***** INFORMATION GIVEN *****

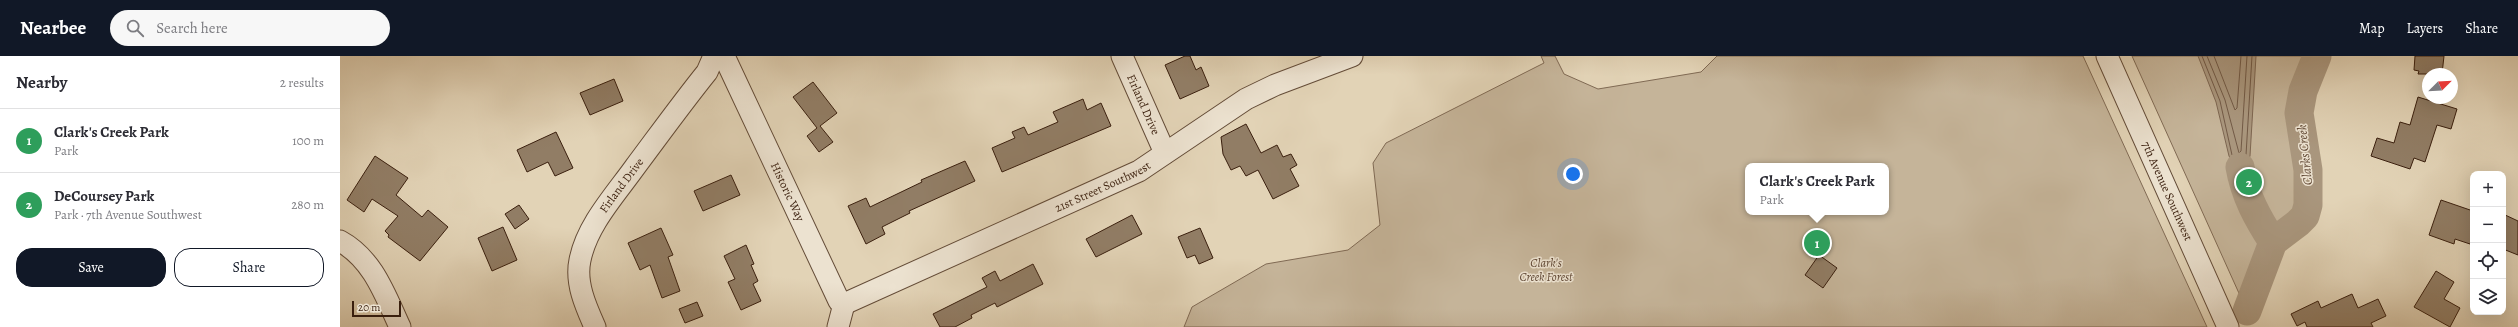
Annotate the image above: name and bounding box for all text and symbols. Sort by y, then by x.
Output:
search box [110,10,390,46]
text: Nearbee [20,15,86,41]
icon: search [124,17,146,39]
text: Search here [156,18,228,38]
text: Map [2359,19,2385,38]
text: Layers [2407,19,2443,38]
text: Share [2465,19,2498,38]
north arrow [2422,68,2458,104]
text: Nearby [16,71,67,94]
street label: Firland Drive [1123,72,1164,137]
text: 2 results [280,74,324,91]
text: Clark's Creek Park [54,122,169,142]
water label: Clarks Creek [2293,124,2316,186]
text: 1 [27,132,31,149]
text: 100 m [292,132,324,149]
street label: 7th Avenue Southwest [2138,139,2197,243]
text: Park [54,142,78,159]
street label: Firland Drive [596,154,647,216]
street label: 21st Street Southwest [1052,157,1154,216]
street label: Historic Way [767,160,809,225]
popup [1745,163,1889,215]
your location [1563,164,1583,184]
pin: 2 [2236,167,2262,197]
text: Clark's Creek Park [1760,171,1874,191]
map controls [2470,171,2506,315]
button: + [2470,171,2506,207]
text: DeCoursey Park [54,186,154,206]
text: Park [1760,191,1784,208]
text: 2 [26,196,32,213]
text: 280 m [291,196,324,213]
text: Park · 7th Avenue Southwest [54,206,202,223]
button: − [2470,207,2506,243]
pin: 1 [1804,228,1830,258]
button: locate [2470,243,2506,279]
button: Save [16,248,166,287]
button: Share [174,248,324,287]
park label: Clark's Creek Forest [1519,255,1573,285]
button: layers [2470,279,2506,315]
scale bar [352,299,401,318]
text: 20 m [358,300,380,315]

*****

# REQUIRED ACTION
Set down every record exactly as written, but drop the pictures.

# EXERCISE OUTPUT
Annotate the image above: name and bounding box for all text and symbols. Sort by y, then by x.
Output:
search box [110,10,390,46]
text: Nearbee [20,15,86,41]
icon: search [124,17,146,39]
text: Search here [156,18,228,38]
text: Map [2359,19,2385,38]
text: Layers [2407,19,2443,38]
text: Share [2465,19,2498,38]
north arrow [2422,68,2458,104]
text: Nearby [16,71,67,94]
street label: Firland Drive [1123,72,1164,137]
text: 2 results [280,74,324,91]
text: Clark's Creek Park [54,122,169,142]
water label: Clarks Creek [2293,124,2316,186]
text: 1 [27,132,31,149]
text: 100 m [292,132,324,149]
street label: 7th Avenue Southwest [2138,139,2197,243]
text: Park [54,142,78,159]
street label: Firland Drive [596,154,647,216]
street label: 21st Street Southwest [1052,157,1154,216]
street label: Historic Way [767,160,809,225]
popup [1745,163,1889,215]
your location [1563,164,1583,184]
pin: 2 [2236,167,2262,197]
text: Clark's Creek Park [1760,171,1874,191]
map controls [2470,171,2506,315]
button: + [2470,171,2506,207]
text: DeCoursey Park [54,186,154,206]
text: Park [1760,191,1784,208]
text: 2 [26,196,32,213]
text: 280 m [291,196,324,213]
text: Park · 7th Avenue Southwest [54,206,202,223]
button: − [2470,207,2506,243]
pin: 1 [1804,228,1830,258]
button: locate [2470,243,2506,279]
button: Save [16,248,166,287]
button: Share [174,248,324,287]
park label: Clark's Creek Forest [1519,255,1573,285]
button: layers [2470,279,2506,315]
scale bar [352,299,401,318]
text: 20 m [358,300,380,315]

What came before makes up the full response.